Beagle-Wha?
I typically play around with Raspberry Pi's. That's the little budget SBC that got me into this line of SoC tinkering. Mind you before that I had my fair share in education with PIC & ARM-Cortex MCUs, and playtime with Arduino AVRs,. I even toyed around with TI's MSP430 launchpad series for a while. When I jumped into the robotic controls gig a little more than a year ago, it was interesting to see several of my colleagues toting Beaglebones. I asked them "Why not a Pi?" They just kinda seemed to shrug it off. One guy mentioned that he thought that Pi was relatively under powered. I was thinking solely cores and memory at the time. "What about the RPi 3, then?" I egged on. "Oh, that's kinda cool." They responded. Apparently there was something I had not quite discovered yet about the Bone.
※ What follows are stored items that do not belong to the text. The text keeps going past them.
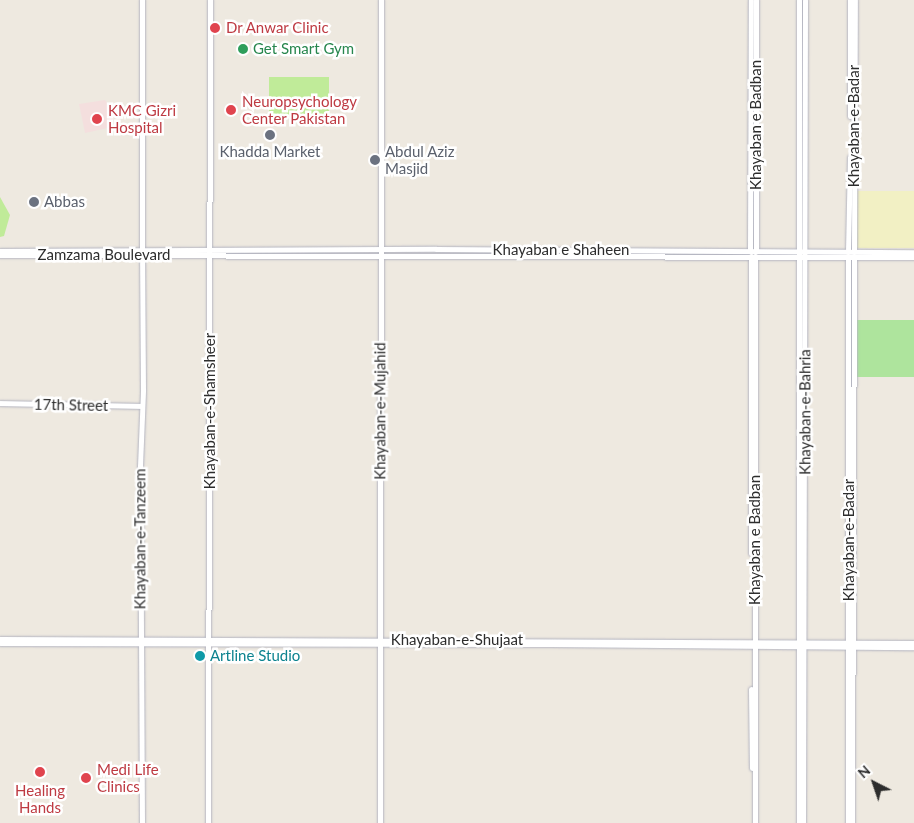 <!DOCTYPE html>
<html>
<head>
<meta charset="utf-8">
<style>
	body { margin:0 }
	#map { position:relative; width:914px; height:823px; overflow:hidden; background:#eee9e0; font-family:Lato,sans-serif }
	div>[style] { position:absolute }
	.medical>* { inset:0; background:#f4dfde }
	.green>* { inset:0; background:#aee49d; transform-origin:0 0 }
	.sand>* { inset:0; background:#f2f0c4; transform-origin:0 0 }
	.pitch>* { inset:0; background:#c0eb99; transform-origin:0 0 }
	.roads { filter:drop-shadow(0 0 1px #b3b4c0) drop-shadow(0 0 1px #b3b4c0) }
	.secondary>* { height:5px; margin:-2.5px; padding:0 2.5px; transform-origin:2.5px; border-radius:2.5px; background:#fff }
	.dots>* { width:14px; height:14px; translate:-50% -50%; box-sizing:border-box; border:2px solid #fff; border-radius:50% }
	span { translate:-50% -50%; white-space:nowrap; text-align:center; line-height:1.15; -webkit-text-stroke:5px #fff; paint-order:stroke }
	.health-label { font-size:15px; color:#be3a42 }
	.left { translate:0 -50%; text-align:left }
	.leisure-label { font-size:15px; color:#27864d }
	.street-label { font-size:15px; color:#2d2d2d }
	.worship-label { font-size:15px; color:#5b616d }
	.culture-label { font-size:15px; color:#0d838f }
	.north { position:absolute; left:849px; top:758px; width:50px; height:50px; -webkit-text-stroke:4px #fff; paint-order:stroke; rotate:319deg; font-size:14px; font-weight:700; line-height:20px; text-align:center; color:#2d2d2d }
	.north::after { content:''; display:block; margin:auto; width:18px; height:22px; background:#2d2d2d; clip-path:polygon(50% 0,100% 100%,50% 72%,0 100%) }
</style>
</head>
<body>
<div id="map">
	<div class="medical">
		<i style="clip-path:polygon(105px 100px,113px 111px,112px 127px,85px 133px,79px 104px)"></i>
	</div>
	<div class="green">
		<i style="left:855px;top:320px;width:59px;height:57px"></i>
	</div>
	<div class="sand">
		<i style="left:914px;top:191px;width:57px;height:58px;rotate:90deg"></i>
	</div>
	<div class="pitch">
		<i style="left:269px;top:77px;width:60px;height:40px"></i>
		<i style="clip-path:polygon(0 197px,10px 215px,4px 236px,0 237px)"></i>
	</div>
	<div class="roads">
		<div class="secondary">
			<i style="left:142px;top:0;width:251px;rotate:90deg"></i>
			<i style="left:850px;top:0;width:116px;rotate:90deg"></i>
			<i style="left:750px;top:250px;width:250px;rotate:-89.8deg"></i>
			<i style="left:756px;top:250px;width:250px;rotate:-90deg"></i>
			<i style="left:0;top:251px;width:436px;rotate:-0.3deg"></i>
			<i style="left:436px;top:249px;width:478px;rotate:0.4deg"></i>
			<i style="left:848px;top:252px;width:95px;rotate:-88.8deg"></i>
			<i style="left:854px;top:252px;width:252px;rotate:-89.8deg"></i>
			<i style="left:0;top:255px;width:914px;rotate:0.13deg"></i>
			<i style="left:751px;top:256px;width:297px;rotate:90deg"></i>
			<i style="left:848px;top:257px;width:566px;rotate:90deg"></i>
			<i style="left:0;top:403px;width:142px;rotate:1.2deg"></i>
			<i style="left:0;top:639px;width:914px;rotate:0.25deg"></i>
			<i style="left:0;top:643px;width:550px;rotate:0.1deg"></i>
			<i style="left:550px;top:644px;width:364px;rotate:0.5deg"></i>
			<i style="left:751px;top:689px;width:79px;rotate:89.3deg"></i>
			<i style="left:142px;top:823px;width:357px;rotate:-90.3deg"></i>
			<i style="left:140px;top:466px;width:76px;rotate:-87.7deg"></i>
			<i style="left:143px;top:390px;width:135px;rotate:-90.4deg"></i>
			<i style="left:208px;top:823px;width:823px;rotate:-89.86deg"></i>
			<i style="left:380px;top:823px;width:823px;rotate:-89.93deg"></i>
			<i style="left:755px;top:823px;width:567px;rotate:-90deg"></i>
			<i style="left:799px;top:823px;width:823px;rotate:-90deg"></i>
			<i style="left:803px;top:823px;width:823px;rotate:-89.86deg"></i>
			<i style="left:852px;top:823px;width:566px;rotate:-89.8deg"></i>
		</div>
	</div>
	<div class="dots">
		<i style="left:215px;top:28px;background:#e0444e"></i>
		<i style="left:243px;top:49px;background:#2e9e5b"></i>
		<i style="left:231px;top:110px;background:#e0444e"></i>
		<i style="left:97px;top:119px;background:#e0444e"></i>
		<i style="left:270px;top:135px;background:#6b7280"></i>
		<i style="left:375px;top:160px;background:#6b7280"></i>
		<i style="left:34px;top:202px;background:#6b7280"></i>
		<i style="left:200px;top:656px;background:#0f9aa8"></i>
		<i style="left:40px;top:772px;background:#e0444e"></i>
		<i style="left:86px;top:778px;background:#e0444e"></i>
	</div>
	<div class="health-label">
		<span class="left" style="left:226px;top:28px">Dr Anwar Clinic</span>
		<span class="left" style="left:242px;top:110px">Neuropsychology<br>Center Pakistan</span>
		<span class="left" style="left:108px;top:119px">KMC Gizri<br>Hospital</span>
		<span class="left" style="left:97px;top:778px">Medi Life<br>Clinics</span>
		<span style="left:40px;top:799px">Healing<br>Hands</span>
	</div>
	<div class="leisure-label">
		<span class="left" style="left:253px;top:49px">Get Smart Gym</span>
	</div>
	<div class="street-label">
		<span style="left:756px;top:125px;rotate:-90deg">Khayaban e Badban</span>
		<span style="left:854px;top:126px;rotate:-90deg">Khayaban-e-Badar</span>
		<span style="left:561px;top:250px">Khayaban e Shaheen</span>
		<span style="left:104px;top:255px">Zamzama Boulevard</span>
		<span style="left:71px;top:405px;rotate:1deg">17th Street</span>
		<span style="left:210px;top:411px;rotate:-90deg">Khayaban-e-Shamsheer</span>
		<span style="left:380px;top:411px;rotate:-90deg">Khayaban-e-Mujahid</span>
		<span style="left:805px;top:412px;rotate:-90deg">Khayaban-e-Bahria</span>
		<span style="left:140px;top:539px;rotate:-90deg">Khayaban-e-Tanzeem</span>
		<span style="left:755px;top:540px;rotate:-90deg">Khayaban e Badban</span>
		<span style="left:849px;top:540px;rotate:-90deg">Khayaban-e-Badar</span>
		<span style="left:457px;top:640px">Khayaban-e-Shujaat</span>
	</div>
	<div class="worship-label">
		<span class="left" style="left:385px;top:160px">Abdul Aziz<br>Masjid</span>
		<span style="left:270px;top:152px">Khadda Market</span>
		<span class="left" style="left:44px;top:202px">Abbas</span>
	</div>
	<div class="culture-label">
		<span class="left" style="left:210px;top:656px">Artline Studio</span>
	</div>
	<div class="north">N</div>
</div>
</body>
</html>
Having played around with cross compiling the RTI implementation of DDS middlware libraries for the Pi in the past, I though it would be cool to see how the also ARM equipped Beaglebone would hold up as a bus node. I borrowed one from a coworker and got a simple sample publishing to a Pi subscriber. Establishing this line of communication between two such influential boards was something rather amusing to me at the time; but this was before I realized just what kind of magic this little doggie really had to offer...
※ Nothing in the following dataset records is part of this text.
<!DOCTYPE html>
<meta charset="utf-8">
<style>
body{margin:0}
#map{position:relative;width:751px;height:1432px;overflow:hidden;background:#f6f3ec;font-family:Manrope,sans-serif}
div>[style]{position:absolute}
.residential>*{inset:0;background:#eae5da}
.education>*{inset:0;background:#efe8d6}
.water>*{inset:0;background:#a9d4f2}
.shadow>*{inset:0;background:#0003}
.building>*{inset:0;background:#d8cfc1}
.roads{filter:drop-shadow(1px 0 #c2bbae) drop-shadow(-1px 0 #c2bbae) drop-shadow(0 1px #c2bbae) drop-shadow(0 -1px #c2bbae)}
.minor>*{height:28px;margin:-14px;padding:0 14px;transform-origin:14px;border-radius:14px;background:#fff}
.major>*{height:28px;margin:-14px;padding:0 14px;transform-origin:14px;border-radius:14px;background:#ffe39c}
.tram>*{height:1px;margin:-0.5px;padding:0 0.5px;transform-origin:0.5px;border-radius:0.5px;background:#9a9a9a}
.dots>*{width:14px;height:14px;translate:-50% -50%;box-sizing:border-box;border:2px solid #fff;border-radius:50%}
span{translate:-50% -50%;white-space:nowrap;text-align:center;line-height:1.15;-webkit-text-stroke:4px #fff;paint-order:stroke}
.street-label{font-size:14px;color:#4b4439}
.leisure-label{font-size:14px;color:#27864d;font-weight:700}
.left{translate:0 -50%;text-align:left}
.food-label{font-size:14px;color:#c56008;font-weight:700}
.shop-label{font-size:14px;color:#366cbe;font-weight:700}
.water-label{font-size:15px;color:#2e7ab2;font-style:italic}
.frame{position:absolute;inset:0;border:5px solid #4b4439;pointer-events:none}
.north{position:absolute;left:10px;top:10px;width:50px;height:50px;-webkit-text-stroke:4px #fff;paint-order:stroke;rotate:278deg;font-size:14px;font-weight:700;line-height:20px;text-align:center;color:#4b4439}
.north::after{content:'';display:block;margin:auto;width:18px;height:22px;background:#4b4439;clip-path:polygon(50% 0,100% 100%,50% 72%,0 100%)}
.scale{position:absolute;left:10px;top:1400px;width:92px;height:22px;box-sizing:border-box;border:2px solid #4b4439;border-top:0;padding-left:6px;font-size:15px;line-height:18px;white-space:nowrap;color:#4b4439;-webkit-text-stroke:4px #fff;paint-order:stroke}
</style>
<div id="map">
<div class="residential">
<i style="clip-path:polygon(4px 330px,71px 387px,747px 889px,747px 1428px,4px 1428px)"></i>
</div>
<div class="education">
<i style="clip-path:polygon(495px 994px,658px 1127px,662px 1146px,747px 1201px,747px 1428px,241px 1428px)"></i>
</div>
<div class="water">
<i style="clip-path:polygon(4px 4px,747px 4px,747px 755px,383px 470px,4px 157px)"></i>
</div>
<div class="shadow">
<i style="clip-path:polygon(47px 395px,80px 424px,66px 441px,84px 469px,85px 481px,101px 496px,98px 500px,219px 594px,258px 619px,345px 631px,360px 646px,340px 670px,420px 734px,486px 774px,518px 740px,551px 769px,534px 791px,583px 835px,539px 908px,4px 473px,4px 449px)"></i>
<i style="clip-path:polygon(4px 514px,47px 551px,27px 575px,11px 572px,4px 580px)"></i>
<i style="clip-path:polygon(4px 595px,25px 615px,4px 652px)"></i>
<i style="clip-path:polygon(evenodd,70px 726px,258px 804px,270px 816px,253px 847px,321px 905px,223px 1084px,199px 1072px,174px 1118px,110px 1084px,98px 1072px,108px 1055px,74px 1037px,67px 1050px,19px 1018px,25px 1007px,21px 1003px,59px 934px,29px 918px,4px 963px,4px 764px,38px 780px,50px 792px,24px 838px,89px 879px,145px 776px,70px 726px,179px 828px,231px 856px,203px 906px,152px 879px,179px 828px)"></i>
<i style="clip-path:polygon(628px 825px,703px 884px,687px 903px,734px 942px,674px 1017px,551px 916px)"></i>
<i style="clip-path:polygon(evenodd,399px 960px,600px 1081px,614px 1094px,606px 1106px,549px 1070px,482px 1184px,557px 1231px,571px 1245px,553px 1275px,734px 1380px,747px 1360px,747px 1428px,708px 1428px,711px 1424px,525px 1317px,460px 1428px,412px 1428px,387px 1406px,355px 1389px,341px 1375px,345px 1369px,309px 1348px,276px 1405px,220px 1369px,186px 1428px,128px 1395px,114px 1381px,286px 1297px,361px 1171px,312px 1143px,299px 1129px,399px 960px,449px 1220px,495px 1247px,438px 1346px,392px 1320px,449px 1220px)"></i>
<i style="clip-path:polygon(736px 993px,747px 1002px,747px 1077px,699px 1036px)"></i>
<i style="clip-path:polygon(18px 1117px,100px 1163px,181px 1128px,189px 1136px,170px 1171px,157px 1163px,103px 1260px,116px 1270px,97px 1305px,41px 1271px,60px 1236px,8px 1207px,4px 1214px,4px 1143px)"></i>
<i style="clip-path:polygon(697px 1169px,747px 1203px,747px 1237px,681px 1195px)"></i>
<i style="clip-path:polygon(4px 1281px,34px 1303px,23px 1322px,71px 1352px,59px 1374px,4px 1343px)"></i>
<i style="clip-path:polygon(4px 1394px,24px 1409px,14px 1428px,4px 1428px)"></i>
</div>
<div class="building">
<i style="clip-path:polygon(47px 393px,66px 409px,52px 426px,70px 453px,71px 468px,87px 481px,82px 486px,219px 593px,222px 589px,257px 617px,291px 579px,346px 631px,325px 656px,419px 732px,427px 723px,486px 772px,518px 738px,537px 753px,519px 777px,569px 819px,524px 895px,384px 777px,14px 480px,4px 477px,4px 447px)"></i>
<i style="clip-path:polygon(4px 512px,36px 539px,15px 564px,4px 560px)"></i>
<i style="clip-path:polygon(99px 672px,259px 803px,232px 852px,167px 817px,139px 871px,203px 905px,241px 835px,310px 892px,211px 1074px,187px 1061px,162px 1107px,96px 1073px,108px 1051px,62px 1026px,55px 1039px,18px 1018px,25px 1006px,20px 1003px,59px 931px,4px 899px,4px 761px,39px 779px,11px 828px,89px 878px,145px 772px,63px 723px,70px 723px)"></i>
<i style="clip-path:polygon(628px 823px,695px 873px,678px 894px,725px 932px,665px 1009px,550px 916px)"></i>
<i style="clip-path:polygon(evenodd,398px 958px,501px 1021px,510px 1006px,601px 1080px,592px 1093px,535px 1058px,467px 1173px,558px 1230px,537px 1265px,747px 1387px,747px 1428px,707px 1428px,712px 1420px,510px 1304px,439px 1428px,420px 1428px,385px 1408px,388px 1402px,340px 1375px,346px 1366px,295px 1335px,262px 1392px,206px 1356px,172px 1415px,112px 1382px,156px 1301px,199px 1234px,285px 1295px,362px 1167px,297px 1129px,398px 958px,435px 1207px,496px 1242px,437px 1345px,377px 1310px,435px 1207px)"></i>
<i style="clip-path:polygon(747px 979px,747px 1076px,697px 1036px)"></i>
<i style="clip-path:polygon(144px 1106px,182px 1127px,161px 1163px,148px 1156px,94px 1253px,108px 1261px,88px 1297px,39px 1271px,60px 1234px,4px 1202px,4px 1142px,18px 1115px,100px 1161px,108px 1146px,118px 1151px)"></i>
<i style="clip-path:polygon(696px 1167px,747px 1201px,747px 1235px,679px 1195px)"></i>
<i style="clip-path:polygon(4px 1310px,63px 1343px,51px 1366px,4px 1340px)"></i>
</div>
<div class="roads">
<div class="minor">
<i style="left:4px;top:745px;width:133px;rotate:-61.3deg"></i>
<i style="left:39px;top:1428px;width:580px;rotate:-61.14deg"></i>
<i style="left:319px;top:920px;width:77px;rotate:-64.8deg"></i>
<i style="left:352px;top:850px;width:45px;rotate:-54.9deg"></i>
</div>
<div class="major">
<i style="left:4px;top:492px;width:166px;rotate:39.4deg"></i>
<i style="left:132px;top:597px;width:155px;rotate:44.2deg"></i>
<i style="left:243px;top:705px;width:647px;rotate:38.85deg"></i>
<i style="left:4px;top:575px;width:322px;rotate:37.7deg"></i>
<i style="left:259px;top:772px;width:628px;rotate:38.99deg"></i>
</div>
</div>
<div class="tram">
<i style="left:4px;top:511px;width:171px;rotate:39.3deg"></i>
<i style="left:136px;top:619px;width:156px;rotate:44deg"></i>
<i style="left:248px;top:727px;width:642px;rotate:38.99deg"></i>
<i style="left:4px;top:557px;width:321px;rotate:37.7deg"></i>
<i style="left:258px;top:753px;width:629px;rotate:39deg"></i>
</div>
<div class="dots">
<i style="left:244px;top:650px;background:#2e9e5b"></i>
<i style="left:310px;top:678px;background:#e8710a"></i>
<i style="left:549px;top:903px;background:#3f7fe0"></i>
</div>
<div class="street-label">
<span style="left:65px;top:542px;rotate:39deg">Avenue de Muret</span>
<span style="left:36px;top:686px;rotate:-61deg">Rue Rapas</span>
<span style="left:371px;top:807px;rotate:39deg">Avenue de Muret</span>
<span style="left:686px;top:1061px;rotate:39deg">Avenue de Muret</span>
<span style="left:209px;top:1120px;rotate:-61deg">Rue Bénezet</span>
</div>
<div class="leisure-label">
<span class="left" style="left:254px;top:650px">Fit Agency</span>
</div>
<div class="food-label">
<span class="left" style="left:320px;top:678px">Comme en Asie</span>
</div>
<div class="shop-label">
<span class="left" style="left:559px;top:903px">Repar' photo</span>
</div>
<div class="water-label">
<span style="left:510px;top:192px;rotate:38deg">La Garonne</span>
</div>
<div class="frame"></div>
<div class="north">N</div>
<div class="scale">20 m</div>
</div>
Little Pup running with a Big Pack.
I've worked in the controls industry for about 4 years now. From what I've gathered, the industrial automation industry has a set of cornerstones that make it's core: Fieldbus Protocols. These communications are usually "free", but proprietary in the sense that the hardware and associated drivers that utilize them are licensed by the large vendors that maintain those devices. These licenses are typically way beyond the pay-grade of the average engineer, let alone a typical maker or hobbyist. Enter Siemens *TODO: more about siemens* . Now take for instance the Beckhoff CX-series SIPC. I actually kind of like this particular piece of hardware because, to me, it seems like step in the right direction. A dedicated main processor that can tote Windows embedded (or a linux kernel for the adventurous types) along with an emulated PLC to communication with the Fieldbus ilk. But what's the catch here? Well, Beckhoff packages a suite with their hardware called TwinCAT, where about the voodoo one really desires for industrial automation systems is almost entirely encapsulated. That's really what you're paying for. A TwinCAT license and support services. And again we see not that much is really different from the usual vendor after all.